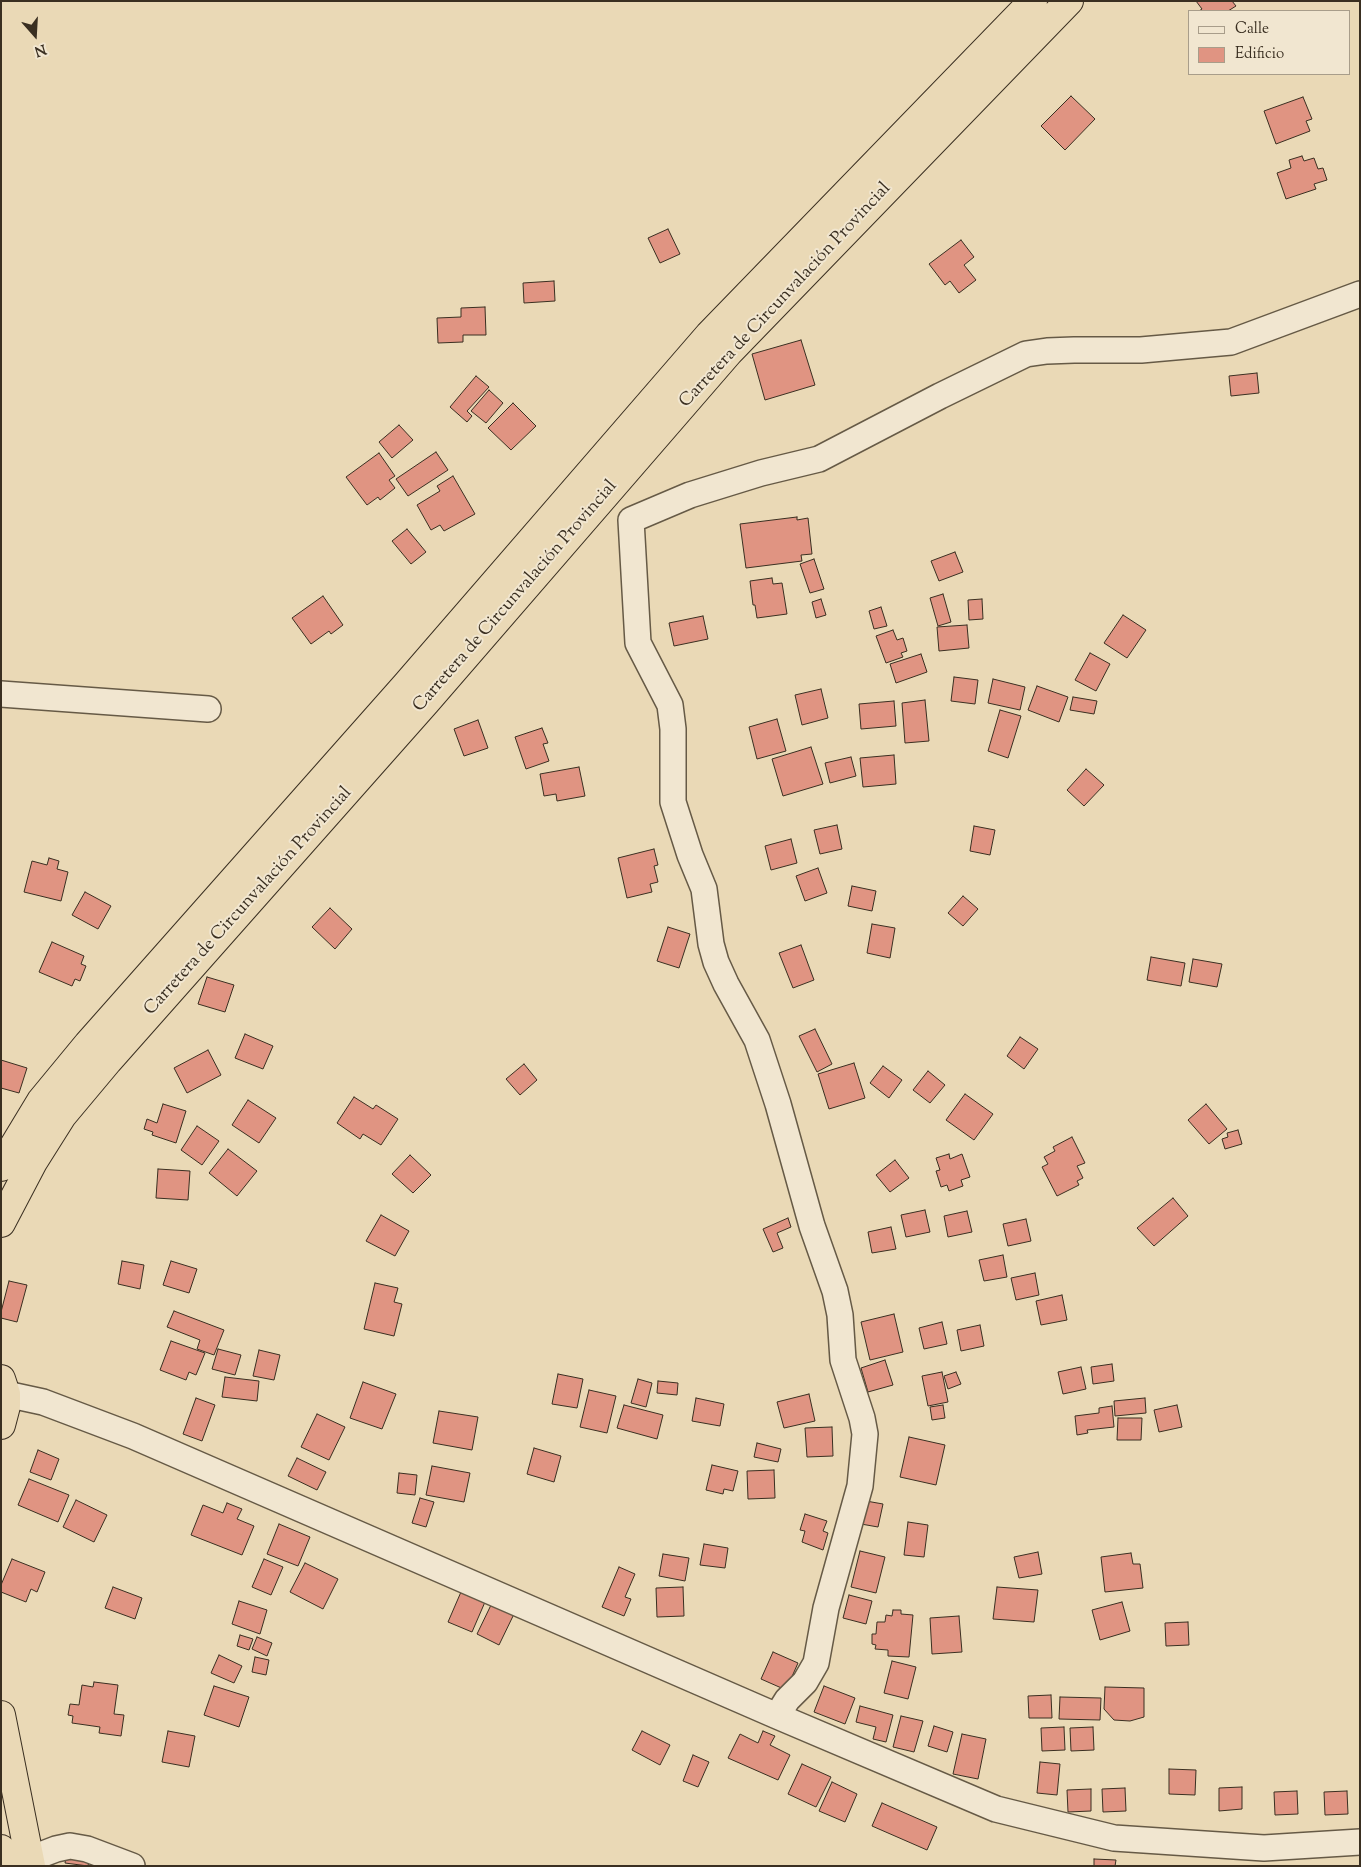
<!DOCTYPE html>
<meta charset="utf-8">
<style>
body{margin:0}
#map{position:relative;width:1361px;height:1867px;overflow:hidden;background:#ead9b6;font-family:"Sorts Mill Goudy",serif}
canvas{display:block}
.frame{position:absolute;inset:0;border:2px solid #3a2f21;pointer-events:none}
.legend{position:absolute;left:1188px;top:10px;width:162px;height:65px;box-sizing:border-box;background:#f1e6d0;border:1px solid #a89d8a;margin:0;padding:6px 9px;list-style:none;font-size:15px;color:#3a2f21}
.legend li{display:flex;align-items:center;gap:10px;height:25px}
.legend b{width:25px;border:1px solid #a89d8a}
.north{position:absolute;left:10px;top:10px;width:50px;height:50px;-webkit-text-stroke:4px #f1e6d0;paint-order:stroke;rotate:161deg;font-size:14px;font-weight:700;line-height:20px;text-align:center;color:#3a2f21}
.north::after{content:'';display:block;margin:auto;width:18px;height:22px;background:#3a2f21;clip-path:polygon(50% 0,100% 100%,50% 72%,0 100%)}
</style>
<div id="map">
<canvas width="1361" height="1867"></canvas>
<div class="frame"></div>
<ul class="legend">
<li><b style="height:6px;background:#f1e6d0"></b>Calle</li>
<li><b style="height:14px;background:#e09482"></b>Edificio</li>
</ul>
<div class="north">N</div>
</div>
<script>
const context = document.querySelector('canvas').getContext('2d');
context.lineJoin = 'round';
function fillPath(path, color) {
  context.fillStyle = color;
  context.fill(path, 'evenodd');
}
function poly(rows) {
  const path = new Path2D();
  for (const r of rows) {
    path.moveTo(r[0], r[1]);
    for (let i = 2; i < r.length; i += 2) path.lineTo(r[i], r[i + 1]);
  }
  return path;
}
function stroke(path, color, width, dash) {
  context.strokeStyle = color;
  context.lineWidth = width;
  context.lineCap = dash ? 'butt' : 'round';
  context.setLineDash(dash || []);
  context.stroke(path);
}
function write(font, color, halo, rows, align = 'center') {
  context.font = font + ' "Sorts Mill Goudy",serif';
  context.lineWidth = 4;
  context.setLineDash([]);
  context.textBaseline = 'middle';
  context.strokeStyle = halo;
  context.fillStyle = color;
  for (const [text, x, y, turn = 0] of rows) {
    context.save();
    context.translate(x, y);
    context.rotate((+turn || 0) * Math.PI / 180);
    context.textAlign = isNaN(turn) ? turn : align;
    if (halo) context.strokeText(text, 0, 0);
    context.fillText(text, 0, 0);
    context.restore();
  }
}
const building = poly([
 [1196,1,1232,1,1236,6,1228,11,1199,11,1202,9,1196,1],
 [1071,96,1095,119,1065,150,1041,126,1071,96],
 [1303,97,1312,119,1306,121,1310,131,1276,144,1264,111,1303,97],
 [1302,156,1304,161,1314,158,1318,169,1323,168,1327,180,1314,184,1316,189,1286,199,1277,173,1291,168,1289,160,1302,156],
 [668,229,680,254,660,263,648,238,668,229],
 [961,240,974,257,964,265,976,280,959,293,950,281,945,285,929,264,961,240],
 [554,281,555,301,524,303,523,283,554,281],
 [485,307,486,335,463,335,463,342,438,343,437,318,461,317,461,308,485,307],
 [801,340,815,385,765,400,752,354,801,340],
 [1257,373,1259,393,1231,396,1229,376,1257,373],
 [476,376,489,387,467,411,472,416,467,422,450,407,476,376],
 [489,390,503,403,486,423,471,411,489,390],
 [513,403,536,426,511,450,488,428,513,403],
 [399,425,413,440,392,458,379,442,399,425],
 [436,452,448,470,408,496,396,479,436,452],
 [379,453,395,476,389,480,395,488,380,500,378,497,367,505,346,477,379,453],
 [453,476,475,514,444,531,440,525,431,530,417,505,440,491,437,486,453,476],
 [797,517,797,520,808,518,812,554,801,555,802,561,746,568,740,524,797,517],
 [407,529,426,552,411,564,392,541,407,529],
 [955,552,963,572,939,581,931,561,955,552],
 [814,559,824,589,810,593,800,564,814,559],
 [772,578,773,584,782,583,787,614,757,618,755,605,753,605,750,581,772,578],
 [943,594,951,622,938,626,930,598,943,594],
 [323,596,343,625,331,634,329,631,311,644,292,618,323,596],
 [821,599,826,615,816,618,812,602,821,599],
 [982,599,983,619,969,620,968,600,982,599],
 [881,607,887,626,874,629,869,611,881,607],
 [1123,615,1146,630,1127,658,1104,643,1123,615],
 [703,616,708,639,674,646,669,623,703,616],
 [967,625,969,648,939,651,937,627,967,625],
 [893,630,897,640,903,638,907,651,901,653,903,657,886,663,876,636,893,630],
 [1090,653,1110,664,1096,691,1075,680,1090,653],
 [921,654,927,672,896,683,890,664,921,654],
 [954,677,978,680,975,704,951,701,954,677],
 [993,679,1025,687,1020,710,988,703,993,679],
 [1037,686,1068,697,1059,722,1028,710,1037,686],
 [821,689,828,718,802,725,795,695,821,689],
 [1073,697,1097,701,1094,714,1070,710,1073,697],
 [925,700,929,741,905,743,902,703,925,700],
 [894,701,896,726,861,729,859,704,894,701],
 [1000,710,1021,716,1008,758,988,751,1000,710],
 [777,719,786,751,757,759,749,727,777,719],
 [478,720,488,748,464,756,454,729,478,720],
 [542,728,548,743,543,744,549,761,526,769,515,737,542,728],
 [811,747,823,784,783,796,772,759,811,747],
 [894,755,896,784,863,787,860,758,894,755],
 [851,757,856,776,830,783,825,763,851,757],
 [579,767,585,796,557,801,556,794,544,796,540,774,579,767],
 [1086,769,1104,785,1084,806,1067,790,1086,769],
 [837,825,842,849,820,854,814,830,837,825],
 [974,826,995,830,990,855,970,851,974,826],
 [791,839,797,863,771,870,765,846,791,839],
 [654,849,658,865,654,866,658,882,650,884,652,892,627,898,618,858,654,849],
 [49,858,59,861,57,869,68,872,61,901,24,892,32,861,47,865,49,858],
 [818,868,827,893,805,901,796,876,818,868],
 [852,886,876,891,872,911,848,906,852,886],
 [85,892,111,906,98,929,72,915,85,892],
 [963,896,978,909,963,926,948,913,963,896],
 [330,908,352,929,335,949,312,927,330,908],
 [872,924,895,928,890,958,867,953,872,924],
 [668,927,690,934,679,968,657,961,668,927],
 [52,942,84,956,81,964,86,966,80,981,75,979,72,986,39,972,52,942],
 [801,945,814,980,793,988,779,953,801,945],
 [1151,957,1185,963,1181,986,1147,980,1151,957],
 [1193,959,1222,964,1217,987,1189,982,1193,959],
 [207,977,234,985,225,1012,198,1004,207,977],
 [815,1029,832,1064,817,1072,799,1036,815,1029],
 [245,1034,273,1046,263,1069,235,1058,245,1034],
 [1020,1037,1038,1049,1024,1069,1007,1056,1020,1037],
 [208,1050,221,1075,187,1093,174,1068,208,1050],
 [1,1060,27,1068,19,1093,1,1088,1,1060],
 [854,1063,865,1098,829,1109,818,1074,854,1063],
 [524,1064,537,1080,520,1095,506,1079,524,1064],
 [883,1066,902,1080,889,1098,870,1083,883,1066],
 [928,1071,945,1085,930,1103,913,1090,928,1071],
 [965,1094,993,1114,974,1140,946,1120,965,1094],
 [354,1097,373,1109,376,1105,398,1119,381,1145,363,1134,360,1139,337,1123,354,1097],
 [248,1100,276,1118,259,1143,232,1125,248,1100],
 [163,1104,186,1111,176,1143,152,1135,153,1132,144,1129,147,1119,157,1123,163,1104],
 [1206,1104,1227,1129,1209,1144,1188,1120,1206,1104],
 [197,1126,219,1141,202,1165,181,1150,197,1126],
 [1238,1130,1242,1144,1225,1149,1222,1139,1228,1137,1227,1133,1238,1130],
 [1072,1137,1085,1163,1077,1166,1083,1178,1077,1181,1079,1185,1057,1196,1042,1167,1048,1164,1044,1157,1055,1151,1053,1147,1072,1137],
 [228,1149,257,1171,237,1196,209,1173,228,1149],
 [949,1154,950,1159,962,1154,970,1177,961,1180,963,1186,949,1191,947,1185,941,1187,936,1171,940,1170,936,1158,949,1154],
 [410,1155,431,1175,413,1193,392,1174,410,1155],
 [895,1160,909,1178,890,1192,876,1175,895,1160],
 [158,1169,190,1171,188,1200,156,1198,158,1169],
 [1173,1198,1188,1216,1154,1246,1137,1228,1173,1198],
 [925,1210,930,1232,906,1237,901,1215,925,1210],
 [967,1211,972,1232,948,1237,944,1216,967,1211],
 [381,1215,409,1231,395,1256,366,1241,381,1215],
 [788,1218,791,1227,777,1233,783,1248,773,1252,763,1229,788,1218],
 [1026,1219,1031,1241,1008,1246,1003,1224,1026,1219],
 [891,1227,896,1249,872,1253,868,1232,891,1227],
 [1003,1255,1007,1277,984,1281,979,1260,1003,1255],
 [122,1261,144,1265,140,1289,118,1284,122,1261],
 [171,1261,197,1269,189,1293,163,1285,171,1261],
 [1035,1273,1039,1295,1016,1300,1011,1278,1035,1273],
 [9,1281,27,1285,17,1322,1,1318,1,1312,9,1281],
 [375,1283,398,1288,394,1302,402,1304,394,1336,364,1329,375,1283],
 [1062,1295,1067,1320,1041,1325,1036,1301,1062,1295],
 [174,1311,224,1330,214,1355,197,1349,200,1340,167,1327,174,1311],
 [894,1314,903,1352,870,1360,861,1322,894,1314],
 [942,1322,947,1344,924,1349,919,1328,942,1322],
 [980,1325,984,1346,961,1351,957,1330,980,1325],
 [171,1341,205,1353,196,1375,189,1372,186,1380,160,1370,171,1341],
 [218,1349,241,1355,235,1375,212,1369,218,1349],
 [259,1350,280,1355,274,1380,253,1376,259,1350],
 [885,1360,893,1385,868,1392,861,1368,885,1360],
 [1112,1364,1114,1381,1093,1384,1091,1367,1112,1364],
 [1081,1367,1086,1389,1063,1394,1058,1372,1081,1367],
 [942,1372,948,1402,928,1406,922,1376,942,1372],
 [956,1372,961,1384,948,1389,944,1376,956,1372],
 [558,1374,583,1379,577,1408,552,1404,558,1374],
 [225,1377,259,1381,257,1401,222,1397,225,1377],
 [638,1379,652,1383,646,1407,631,1403,638,1379],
 [658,1381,678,1383,677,1395,657,1393,658,1381],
 [363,1382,396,1394,382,1429,350,1418,363,1382],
 [589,1390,616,1396,607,1433,580,1427,589,1390],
 [809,1394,815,1421,784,1428,777,1402,809,1394],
 [196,1398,215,1405,202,1441,183,1434,196,1398],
 [696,1398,724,1404,720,1426,692,1421,696,1398],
 [1145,1398,1146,1413,1115,1416,1114,1401,1145,1398],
 [624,1405,663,1415,657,1439,617,1428,624,1405],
 [943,1405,945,1418,932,1420,930,1407,943,1405],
 [1177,1405,1182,1427,1159,1432,1154,1410,1177,1405],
 [1112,1406,1114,1427,1087,1430,1088,1433,1077,1435,1075,1416,1099,1413,1099,1408,1112,1406],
 [439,1411,478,1417,472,1450,433,1443,439,1411],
 [317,1414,345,1427,329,1460,301,1447,317,1414],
 [1118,1418,1142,1418,1141,1440,1117,1440,1118,1418],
 [832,1427,833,1456,807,1457,805,1428,832,1427],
 [909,1437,945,1445,936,1485,900,1477,909,1437],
 [757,1443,781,1449,778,1462,754,1457,757,1443],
 [534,1448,561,1456,554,1482,527,1474,534,1448],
 [38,1450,59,1459,51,1480,30,1472,38,1450],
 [297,1458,326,1472,317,1490,288,1476,297,1458],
 [712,1465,738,1471,733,1491,724,1489,723,1494,706,1490,712,1465],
 [432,1466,470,1473,464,1502,426,1495,432,1466],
 [774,1470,775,1498,748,1499,747,1471,774,1470],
 [399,1473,417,1475,415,1495,397,1493,399,1473],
 [29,1479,69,1495,58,1522,18,1505,29,1479],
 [420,1498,434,1502,426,1527,412,1523,420,1498],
 [76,1500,107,1515,94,1542,63,1527,76,1500],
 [866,1501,883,1504,878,1527,861,1524,866,1501],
 [227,1503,242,1509,237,1519,254,1526,242,1555,191,1535,203,1505,223,1513,227,1503],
 [805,1514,827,1521,823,1531,828,1533,823,1550,802,1542,805,1531,800,1530,805,1514],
 [908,1522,928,1525,924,1557,904,1555,908,1522],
 [279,1524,310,1537,298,1566,267,1554,279,1524],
 [704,1544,728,1548,725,1568,700,1565,704,1544],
 [860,1551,885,1557,876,1593,851,1587,860,1551],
 [1038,1552,1042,1574,1019,1578,1014,1557,1038,1552],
 [1131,1553,1133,1564,1140,1564,1143,1588,1105,1592,1101,1557,1131,1553],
 [663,1554,689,1558,685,1581,659,1576,663,1554],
 [12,1559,45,1572,37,1592,31,1589,26,1602,1,1592,1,1585,12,1559],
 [264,1559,283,1567,271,1595,252,1587,264,1559],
 [305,1563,338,1579,323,1609,290,1592,305,1563],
 [619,1567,635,1574,625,1597,631,1599,624,1616,602,1607,619,1567],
 [113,1587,142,1598,135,1619,105,1608,113,1587],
 [683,1587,684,1616,657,1617,656,1588,683,1587],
 [997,1587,1038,1590,1034,1622,993,1619,997,1587],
 [461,1592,485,1602,472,1632,448,1622,461,1592],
 [849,1595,872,1601,866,1624,843,1618,849,1595],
 [239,1601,267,1610,260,1634,232,1624,239,1601],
 [1122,1602,1130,1631,1100,1640,1092,1610,1122,1602],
 [492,1603,514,1614,499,1645,477,1634,492,1603],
 [893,1610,901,1610,901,1614,913,1615,909,1657,888,1656,888,1650,875,1649,876,1645,872,1644,872,1634,876,1634,877,1622,885,1622,886,1615,892,1616,893,1610],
 [959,1616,962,1652,932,1654,930,1618,959,1616],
 [1188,1622,1189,1645,1166,1646,1165,1623,1188,1622],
 [240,1635,253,1639,249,1650,237,1646,240,1635],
 [257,1637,272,1643,267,1656,252,1649,257,1637],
 [773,1652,798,1663,786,1690,761,1679,773,1652],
 [219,1655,242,1666,234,1683,211,1673,219,1655],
 [255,1657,269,1660,266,1675,252,1672,255,1657],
 [892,1661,916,1667,908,1699,884,1693,892,1661],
 [94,1682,118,1685,114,1714,124,1715,121,1736,99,1733,100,1727,72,1723,73,1716,68,1715,70,1704,79,1705,82,1685,93,1687,94,1682],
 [214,1686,249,1697,239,1727,204,1715,214,1686],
 [824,1686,855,1698,845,1724,814,1712,824,1686],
 [1105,1687,1144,1688,1144,1717,1130,1721,1114,1720,1104,1709,1105,1687],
 [1051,1695,1052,1718,1029,1718,1028,1696,1051,1695],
 [1060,1697,1101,1698,1100,1720,1059,1719,1060,1697],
 [860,1706,893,1715,886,1742,873,1739,876,1727,856,1722,860,1706],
 [901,1716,923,1721,914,1752,893,1747,901,1716],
 [934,1726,953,1732,947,1752,928,1746,934,1726],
 [1064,1727,1065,1750,1042,1751,1041,1728,1064,1727],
 [1093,1727,1094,1750,1071,1751,1070,1728,1093,1727],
 [168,1731,195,1736,189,1767,162,1762,168,1731],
 [642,1731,670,1745,660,1765,632,1750,642,1731],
 [763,1731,775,1736,770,1745,790,1755,778,1780,728,1758,740,1734,758,1743,763,1731],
 [962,1734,986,1739,978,1779,953,1774,962,1734],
 [693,1755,709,1762,698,1787,683,1781,693,1755],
 [1040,1762,1060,1764,1057,1795,1037,1793,1040,1762],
 [802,1764,831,1777,816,1807,788,1794,802,1764],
 [1169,1769,1196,1770,1195,1795,1169,1794,1169,1769],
 [832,1782,857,1794,845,1822,819,1811,832,1782],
 [1242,1787,1242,1809,1219,1811,1219,1788,1242,1787],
 [1125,1788,1126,1811,1103,1812,1102,1789,1125,1788],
 [1091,1789,1091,1811,1068,1812,1067,1790,1091,1789],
 [1297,1791,1298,1814,1275,1815,1274,1792,1297,1791],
 [1347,1791,1348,1814,1325,1815,1324,1792,1347,1791],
 [882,1803,937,1827,927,1850,872,1826,882,1803],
 [67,1852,90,1856,88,1866,65,1863,67,1852],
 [1094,1859,1116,1860,1115,1866,1094,1866,1094,1859]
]);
fillPath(building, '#e09482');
stroke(building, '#3a2f21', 1);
const minor = poly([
 [1,694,208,709],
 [6,1394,43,1402,133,1436,777,1716,996,1809,1114,1838,1264,1848,1360,1842],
 [777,1716,787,1700,805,1682,816,1663,826,1608,860,1486,865,1434,862,1418,843,1360,840,1315,835,1291,812,1226,778,1104,757,1040,726,984,716,962,711,944,704,889,690,855,673,802,673,729,670,705,638,643,631,520,690,495,761,473,819,459,940,396,1026,354,1047,351,1074,350,1141,350,1231,342,1360,294],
 [30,1859,56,1849,70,1846,87,1849,132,1866]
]);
const highway = poly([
 [1,1167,41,1101,88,1044,406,685,709,335,1033,1],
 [1,1223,33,1162,62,1116,108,1061,426,702,729,352,1069,1],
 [1,1379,6,1394,6,1406,1,1425],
 [1,1715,31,1866],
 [1,1849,5,1866]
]);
stroke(minor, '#665a46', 28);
stroke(highway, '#3a2f21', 30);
stroke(minor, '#f1e6d0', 25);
stroke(highway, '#ead9b6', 28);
write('18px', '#3a2f21', '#f1e6d0', [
 ["Carretera de Circunvalación Provincial",786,296,-47],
 ["Carretera de Circunvalación Provincial",516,597,-49],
 ["Carretera de Circunvalación Provincial",249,902,-48]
]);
</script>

▬▬▬▬▬▬▬▬▬▬

[THE PROBLEM] Lines of the listing above that contain the word "rows" must all be copied.

[COMPLETED TASK]
function poly(rows) {
  for (const r of rows) {
function write(font, color, halo, rows, align = 'center') {
  for (const [text, x, y, turn = 0] of rows) {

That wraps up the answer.